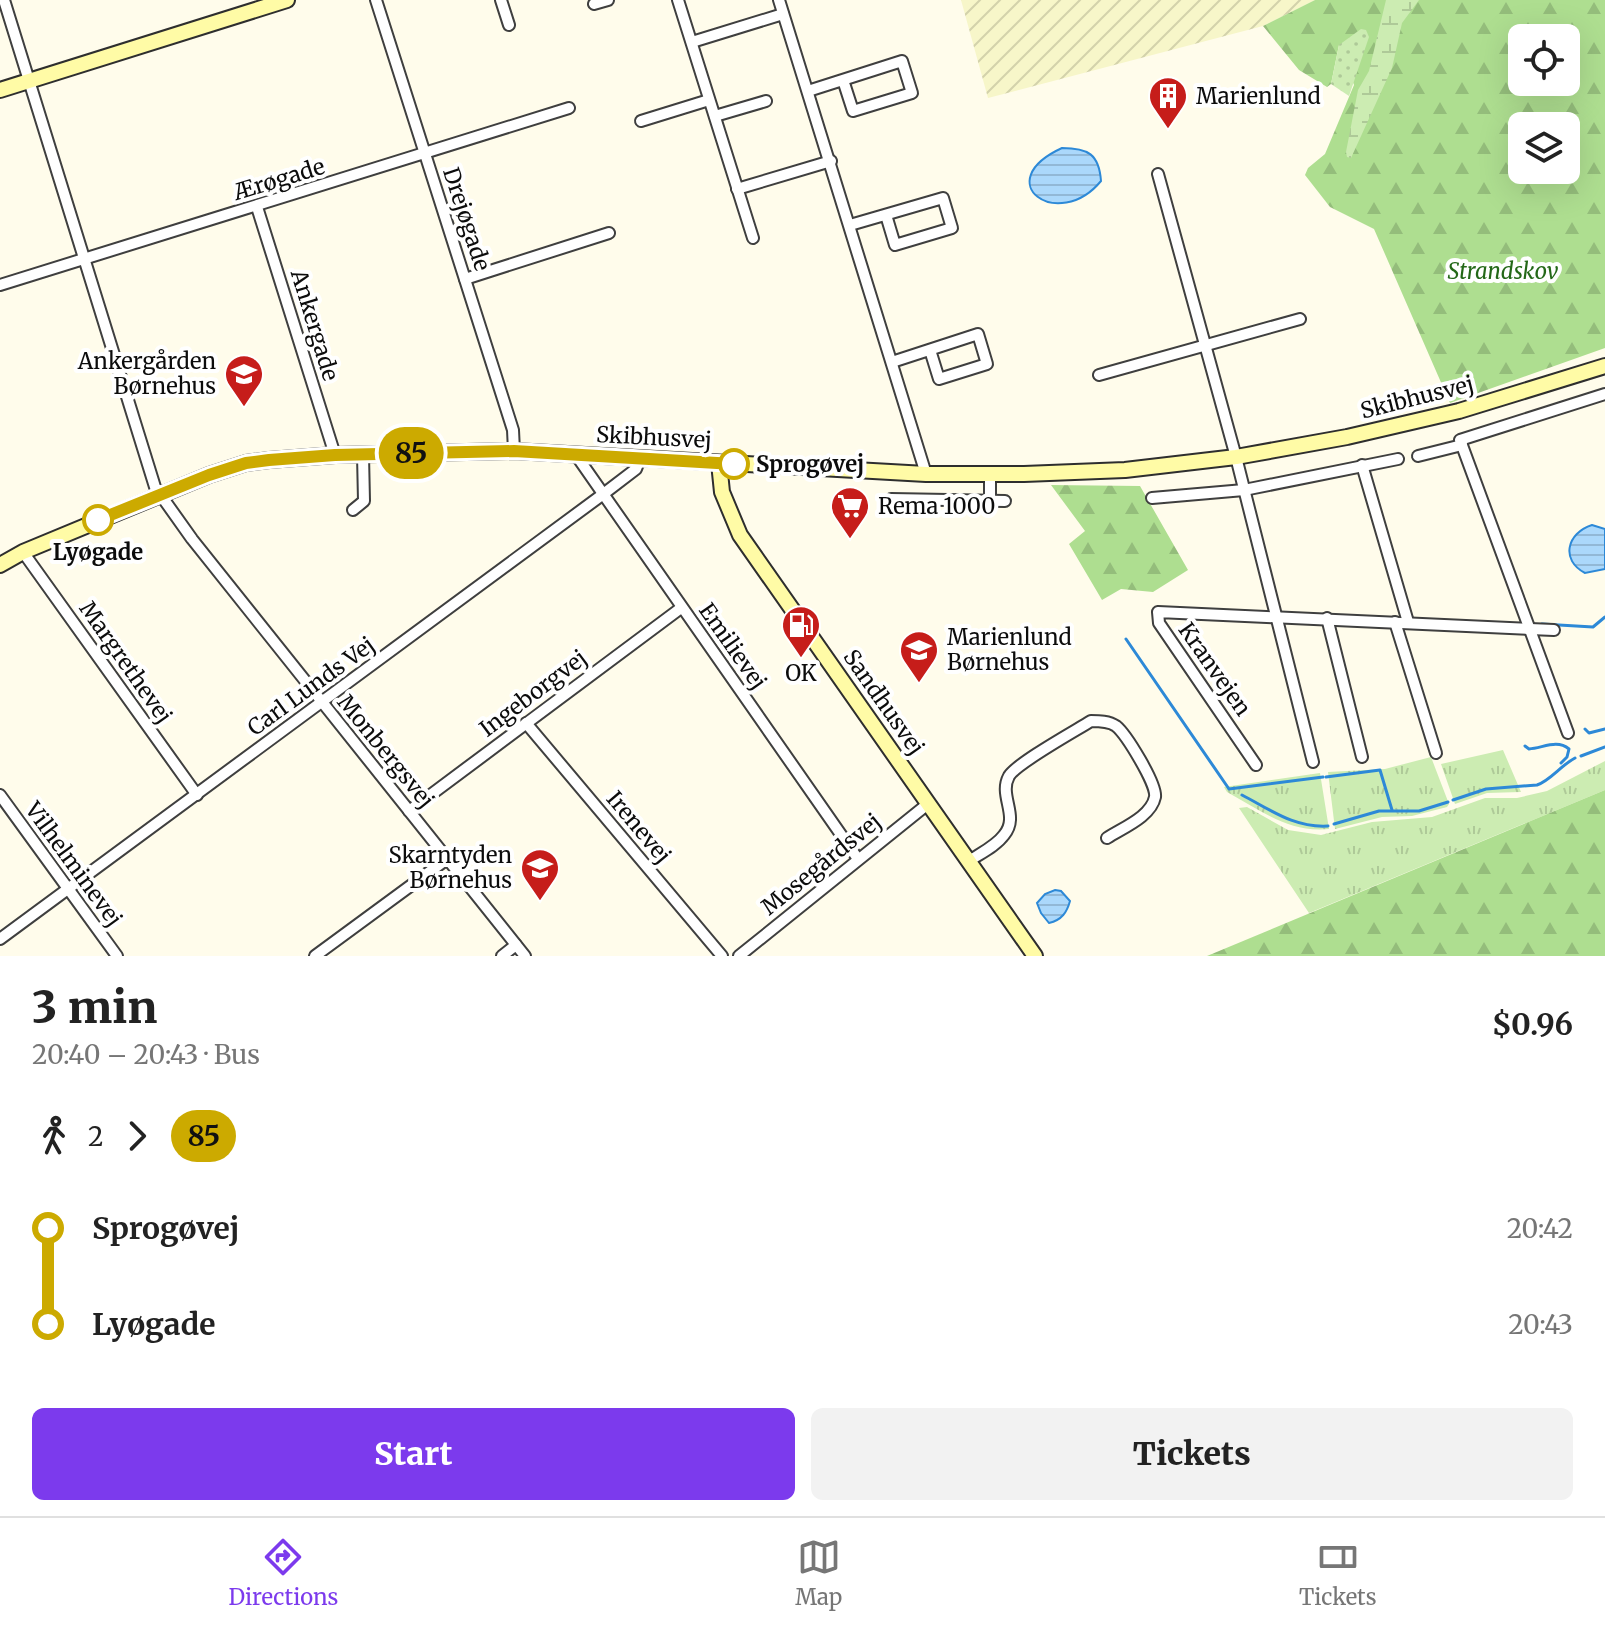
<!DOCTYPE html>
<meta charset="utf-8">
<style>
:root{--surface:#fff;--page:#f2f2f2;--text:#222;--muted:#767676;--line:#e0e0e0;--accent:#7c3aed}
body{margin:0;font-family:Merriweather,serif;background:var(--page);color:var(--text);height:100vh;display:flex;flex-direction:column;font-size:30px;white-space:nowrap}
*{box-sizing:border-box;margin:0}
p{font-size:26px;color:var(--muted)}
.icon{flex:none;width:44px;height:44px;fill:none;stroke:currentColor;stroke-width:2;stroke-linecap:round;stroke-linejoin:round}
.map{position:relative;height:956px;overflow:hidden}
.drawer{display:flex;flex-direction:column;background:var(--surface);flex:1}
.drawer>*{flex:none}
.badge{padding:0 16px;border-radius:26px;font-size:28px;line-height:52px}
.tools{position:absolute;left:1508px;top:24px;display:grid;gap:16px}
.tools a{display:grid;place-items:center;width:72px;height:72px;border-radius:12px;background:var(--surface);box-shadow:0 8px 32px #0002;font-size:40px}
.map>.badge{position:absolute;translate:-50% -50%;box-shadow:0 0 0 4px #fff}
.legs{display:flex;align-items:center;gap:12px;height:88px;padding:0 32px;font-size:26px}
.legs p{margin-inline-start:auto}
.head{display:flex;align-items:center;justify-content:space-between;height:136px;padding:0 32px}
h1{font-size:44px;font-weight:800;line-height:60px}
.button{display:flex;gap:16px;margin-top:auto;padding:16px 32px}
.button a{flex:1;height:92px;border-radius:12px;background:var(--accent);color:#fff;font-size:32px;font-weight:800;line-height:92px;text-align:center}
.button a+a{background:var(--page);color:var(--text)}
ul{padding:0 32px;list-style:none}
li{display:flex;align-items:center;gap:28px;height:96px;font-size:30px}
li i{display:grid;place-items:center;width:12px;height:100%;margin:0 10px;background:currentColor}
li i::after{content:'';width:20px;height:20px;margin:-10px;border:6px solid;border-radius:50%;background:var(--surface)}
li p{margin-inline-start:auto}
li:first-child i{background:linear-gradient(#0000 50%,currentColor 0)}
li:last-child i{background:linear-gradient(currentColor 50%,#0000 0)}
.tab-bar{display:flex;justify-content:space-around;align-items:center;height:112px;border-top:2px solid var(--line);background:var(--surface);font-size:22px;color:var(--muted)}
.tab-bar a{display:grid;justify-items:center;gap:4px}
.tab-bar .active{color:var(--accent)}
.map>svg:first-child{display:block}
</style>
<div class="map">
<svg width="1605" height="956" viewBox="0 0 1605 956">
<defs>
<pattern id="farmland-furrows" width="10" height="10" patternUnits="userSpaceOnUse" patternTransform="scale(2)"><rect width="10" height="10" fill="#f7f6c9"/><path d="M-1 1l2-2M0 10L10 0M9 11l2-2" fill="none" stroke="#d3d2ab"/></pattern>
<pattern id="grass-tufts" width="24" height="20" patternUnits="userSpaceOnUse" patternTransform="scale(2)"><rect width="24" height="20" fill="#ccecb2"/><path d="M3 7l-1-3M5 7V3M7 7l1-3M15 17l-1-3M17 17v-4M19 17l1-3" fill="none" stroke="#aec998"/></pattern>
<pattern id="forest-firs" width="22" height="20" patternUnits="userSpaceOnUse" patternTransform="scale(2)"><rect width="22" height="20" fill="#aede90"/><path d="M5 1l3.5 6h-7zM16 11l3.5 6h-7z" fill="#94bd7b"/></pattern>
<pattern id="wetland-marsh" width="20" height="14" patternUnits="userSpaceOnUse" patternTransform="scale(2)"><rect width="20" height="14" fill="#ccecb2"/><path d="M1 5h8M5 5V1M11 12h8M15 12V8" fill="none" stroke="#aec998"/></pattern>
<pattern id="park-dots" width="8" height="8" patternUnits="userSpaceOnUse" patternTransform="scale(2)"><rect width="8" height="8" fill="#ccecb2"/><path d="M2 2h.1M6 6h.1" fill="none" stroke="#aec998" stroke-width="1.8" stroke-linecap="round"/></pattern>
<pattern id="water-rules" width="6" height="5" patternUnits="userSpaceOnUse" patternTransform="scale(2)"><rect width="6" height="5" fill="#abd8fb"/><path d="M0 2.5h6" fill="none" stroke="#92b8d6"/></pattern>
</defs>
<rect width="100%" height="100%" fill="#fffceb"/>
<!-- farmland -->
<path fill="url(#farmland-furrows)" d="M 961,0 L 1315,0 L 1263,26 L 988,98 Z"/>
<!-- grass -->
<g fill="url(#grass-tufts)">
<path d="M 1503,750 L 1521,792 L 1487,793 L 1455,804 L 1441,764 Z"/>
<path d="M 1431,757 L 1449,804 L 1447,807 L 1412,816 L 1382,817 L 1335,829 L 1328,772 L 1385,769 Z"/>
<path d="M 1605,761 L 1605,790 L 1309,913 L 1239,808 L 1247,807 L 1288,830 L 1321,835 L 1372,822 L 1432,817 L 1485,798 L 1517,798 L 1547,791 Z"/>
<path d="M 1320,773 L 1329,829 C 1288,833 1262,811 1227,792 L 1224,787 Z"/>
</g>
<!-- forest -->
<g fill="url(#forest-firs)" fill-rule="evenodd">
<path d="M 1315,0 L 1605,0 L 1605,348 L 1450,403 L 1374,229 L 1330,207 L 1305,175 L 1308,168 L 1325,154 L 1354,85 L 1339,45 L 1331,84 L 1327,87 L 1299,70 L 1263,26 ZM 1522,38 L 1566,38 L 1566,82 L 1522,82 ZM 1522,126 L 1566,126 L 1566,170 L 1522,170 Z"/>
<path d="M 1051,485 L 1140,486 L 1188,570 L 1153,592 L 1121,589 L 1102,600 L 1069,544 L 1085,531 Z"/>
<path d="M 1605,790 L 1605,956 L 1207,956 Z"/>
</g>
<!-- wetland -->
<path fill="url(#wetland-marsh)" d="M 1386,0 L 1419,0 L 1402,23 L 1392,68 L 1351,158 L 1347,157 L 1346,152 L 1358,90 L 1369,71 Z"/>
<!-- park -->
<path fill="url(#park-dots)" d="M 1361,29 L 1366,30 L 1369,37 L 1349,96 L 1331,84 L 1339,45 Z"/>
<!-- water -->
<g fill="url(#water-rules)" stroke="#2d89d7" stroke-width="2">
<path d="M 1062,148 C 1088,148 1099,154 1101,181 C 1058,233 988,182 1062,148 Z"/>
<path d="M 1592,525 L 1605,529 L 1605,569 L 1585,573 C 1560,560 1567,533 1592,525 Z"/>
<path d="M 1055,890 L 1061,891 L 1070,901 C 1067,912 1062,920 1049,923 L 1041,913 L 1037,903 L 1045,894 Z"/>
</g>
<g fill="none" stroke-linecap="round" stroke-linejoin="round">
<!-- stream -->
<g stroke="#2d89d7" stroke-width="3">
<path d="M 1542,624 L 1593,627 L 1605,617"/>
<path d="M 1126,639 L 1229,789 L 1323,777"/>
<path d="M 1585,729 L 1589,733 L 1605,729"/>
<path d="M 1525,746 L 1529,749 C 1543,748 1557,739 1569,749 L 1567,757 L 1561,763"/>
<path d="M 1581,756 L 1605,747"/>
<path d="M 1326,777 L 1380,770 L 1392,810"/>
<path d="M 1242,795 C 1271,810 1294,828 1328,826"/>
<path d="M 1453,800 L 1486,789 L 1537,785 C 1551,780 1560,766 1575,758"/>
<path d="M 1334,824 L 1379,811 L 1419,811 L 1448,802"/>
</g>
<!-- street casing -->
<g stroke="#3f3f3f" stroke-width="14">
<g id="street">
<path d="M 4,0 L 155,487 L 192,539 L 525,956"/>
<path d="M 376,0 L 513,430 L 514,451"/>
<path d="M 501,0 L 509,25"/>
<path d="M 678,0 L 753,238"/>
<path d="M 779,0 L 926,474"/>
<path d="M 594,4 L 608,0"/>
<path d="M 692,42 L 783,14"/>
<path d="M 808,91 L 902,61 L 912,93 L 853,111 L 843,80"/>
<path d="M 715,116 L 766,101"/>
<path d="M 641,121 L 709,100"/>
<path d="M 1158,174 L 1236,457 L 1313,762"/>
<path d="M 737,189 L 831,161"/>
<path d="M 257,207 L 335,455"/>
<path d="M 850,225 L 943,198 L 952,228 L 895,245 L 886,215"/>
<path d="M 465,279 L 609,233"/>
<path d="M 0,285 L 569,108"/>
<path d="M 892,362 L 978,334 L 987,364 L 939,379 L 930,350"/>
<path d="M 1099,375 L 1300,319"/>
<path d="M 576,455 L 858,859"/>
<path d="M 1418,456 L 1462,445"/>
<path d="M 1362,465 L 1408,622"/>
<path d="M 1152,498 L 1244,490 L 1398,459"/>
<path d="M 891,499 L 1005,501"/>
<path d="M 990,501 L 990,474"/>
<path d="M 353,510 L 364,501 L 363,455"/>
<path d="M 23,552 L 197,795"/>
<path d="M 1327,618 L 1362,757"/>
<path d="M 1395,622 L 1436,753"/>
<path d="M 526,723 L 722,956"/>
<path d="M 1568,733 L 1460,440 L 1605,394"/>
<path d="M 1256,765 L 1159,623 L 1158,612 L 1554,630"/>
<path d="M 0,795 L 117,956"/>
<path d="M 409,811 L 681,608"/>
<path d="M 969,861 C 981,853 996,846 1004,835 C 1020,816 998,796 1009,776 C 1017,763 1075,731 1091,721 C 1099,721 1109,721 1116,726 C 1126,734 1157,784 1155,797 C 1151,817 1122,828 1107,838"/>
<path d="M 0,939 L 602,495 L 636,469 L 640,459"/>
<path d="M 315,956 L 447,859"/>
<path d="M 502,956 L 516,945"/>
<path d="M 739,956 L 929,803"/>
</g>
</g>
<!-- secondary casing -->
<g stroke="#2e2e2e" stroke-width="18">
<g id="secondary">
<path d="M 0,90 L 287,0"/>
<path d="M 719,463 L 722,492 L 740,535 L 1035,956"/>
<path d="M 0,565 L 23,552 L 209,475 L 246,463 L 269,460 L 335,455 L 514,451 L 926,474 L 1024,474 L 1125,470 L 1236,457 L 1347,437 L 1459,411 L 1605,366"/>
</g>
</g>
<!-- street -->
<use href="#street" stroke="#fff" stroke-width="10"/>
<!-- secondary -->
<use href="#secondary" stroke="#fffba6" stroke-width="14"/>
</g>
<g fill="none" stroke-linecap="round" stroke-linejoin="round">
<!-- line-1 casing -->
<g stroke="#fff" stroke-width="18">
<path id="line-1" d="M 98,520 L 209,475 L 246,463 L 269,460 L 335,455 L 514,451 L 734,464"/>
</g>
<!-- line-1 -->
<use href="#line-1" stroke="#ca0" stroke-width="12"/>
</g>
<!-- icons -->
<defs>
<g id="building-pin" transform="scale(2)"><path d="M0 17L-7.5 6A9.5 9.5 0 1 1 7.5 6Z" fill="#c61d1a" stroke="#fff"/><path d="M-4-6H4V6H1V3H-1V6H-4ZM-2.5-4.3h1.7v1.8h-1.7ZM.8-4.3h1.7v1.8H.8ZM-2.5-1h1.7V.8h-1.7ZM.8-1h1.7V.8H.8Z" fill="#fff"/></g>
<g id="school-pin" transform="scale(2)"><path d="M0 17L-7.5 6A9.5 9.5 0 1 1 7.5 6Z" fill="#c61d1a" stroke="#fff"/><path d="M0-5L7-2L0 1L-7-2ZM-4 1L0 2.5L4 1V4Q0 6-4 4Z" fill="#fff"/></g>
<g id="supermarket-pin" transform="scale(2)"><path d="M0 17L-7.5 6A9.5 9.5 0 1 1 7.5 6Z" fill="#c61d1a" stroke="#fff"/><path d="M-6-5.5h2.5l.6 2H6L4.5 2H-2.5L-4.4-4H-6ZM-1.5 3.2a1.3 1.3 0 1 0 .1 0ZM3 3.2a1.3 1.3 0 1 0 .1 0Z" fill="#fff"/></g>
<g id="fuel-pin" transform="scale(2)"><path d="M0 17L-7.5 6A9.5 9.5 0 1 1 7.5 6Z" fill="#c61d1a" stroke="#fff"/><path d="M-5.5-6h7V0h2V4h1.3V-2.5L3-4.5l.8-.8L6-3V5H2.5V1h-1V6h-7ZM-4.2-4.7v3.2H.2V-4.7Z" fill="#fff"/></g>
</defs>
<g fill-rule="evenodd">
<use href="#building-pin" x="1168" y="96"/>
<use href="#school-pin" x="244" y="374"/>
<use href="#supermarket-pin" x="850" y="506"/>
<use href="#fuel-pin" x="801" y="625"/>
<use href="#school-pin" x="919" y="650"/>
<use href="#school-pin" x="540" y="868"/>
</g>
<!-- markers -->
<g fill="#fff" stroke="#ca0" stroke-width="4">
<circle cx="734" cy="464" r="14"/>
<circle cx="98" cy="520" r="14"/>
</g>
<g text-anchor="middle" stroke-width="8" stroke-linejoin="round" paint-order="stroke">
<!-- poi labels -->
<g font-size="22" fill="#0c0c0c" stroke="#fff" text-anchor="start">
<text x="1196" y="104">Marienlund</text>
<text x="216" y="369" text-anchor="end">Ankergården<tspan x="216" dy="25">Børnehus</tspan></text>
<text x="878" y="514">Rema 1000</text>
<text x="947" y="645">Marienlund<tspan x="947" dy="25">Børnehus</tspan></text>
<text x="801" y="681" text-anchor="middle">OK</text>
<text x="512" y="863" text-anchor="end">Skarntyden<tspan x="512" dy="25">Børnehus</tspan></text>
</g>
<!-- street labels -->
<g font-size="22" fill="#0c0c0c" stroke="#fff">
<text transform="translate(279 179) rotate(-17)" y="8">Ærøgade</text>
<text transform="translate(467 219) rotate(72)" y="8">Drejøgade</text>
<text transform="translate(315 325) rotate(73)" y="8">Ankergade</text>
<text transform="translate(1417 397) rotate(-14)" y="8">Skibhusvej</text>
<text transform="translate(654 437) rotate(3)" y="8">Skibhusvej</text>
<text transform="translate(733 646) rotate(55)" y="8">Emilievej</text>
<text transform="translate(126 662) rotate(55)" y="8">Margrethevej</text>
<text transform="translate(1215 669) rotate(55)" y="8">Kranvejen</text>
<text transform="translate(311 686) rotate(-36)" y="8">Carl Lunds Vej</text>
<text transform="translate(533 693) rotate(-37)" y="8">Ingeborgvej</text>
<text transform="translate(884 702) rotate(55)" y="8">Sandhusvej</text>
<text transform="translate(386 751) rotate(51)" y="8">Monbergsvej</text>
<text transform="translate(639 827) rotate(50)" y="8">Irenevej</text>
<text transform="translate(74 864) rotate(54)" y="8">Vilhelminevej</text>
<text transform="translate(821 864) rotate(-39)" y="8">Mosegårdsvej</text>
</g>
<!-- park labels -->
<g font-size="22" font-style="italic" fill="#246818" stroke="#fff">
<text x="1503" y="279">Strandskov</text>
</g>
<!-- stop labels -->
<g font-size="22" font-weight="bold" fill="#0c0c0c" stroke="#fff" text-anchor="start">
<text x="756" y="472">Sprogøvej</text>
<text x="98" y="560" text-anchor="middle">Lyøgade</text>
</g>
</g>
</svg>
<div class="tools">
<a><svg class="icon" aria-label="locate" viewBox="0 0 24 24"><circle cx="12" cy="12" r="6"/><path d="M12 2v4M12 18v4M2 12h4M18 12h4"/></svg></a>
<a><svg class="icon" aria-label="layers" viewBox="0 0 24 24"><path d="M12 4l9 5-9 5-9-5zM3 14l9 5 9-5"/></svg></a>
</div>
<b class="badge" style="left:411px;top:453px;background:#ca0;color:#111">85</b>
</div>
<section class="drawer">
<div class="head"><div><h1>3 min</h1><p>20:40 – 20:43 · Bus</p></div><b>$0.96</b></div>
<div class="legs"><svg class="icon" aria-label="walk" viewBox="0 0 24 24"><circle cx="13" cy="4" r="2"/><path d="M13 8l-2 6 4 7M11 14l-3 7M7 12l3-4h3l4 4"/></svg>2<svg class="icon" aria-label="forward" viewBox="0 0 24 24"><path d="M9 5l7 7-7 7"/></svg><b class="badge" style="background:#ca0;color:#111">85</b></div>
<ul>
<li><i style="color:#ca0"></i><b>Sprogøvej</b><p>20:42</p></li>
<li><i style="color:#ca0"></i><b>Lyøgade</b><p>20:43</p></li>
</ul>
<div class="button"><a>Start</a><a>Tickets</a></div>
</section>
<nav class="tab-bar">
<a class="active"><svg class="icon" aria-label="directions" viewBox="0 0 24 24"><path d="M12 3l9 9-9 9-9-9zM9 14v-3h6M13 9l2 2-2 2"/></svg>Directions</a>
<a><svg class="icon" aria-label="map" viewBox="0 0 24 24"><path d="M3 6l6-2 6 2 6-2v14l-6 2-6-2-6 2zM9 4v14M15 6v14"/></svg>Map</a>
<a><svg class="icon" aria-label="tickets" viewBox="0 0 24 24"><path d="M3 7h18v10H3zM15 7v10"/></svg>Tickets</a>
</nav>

# # # # #

**Required action:**
Using the listing above, show each line holding the string "drawer".

**Expected output:**
.drawer{display:flex;flex-direction:column;background:var(--surface);flex:1}
.drawer>*{flex:none}
<section class="drawer">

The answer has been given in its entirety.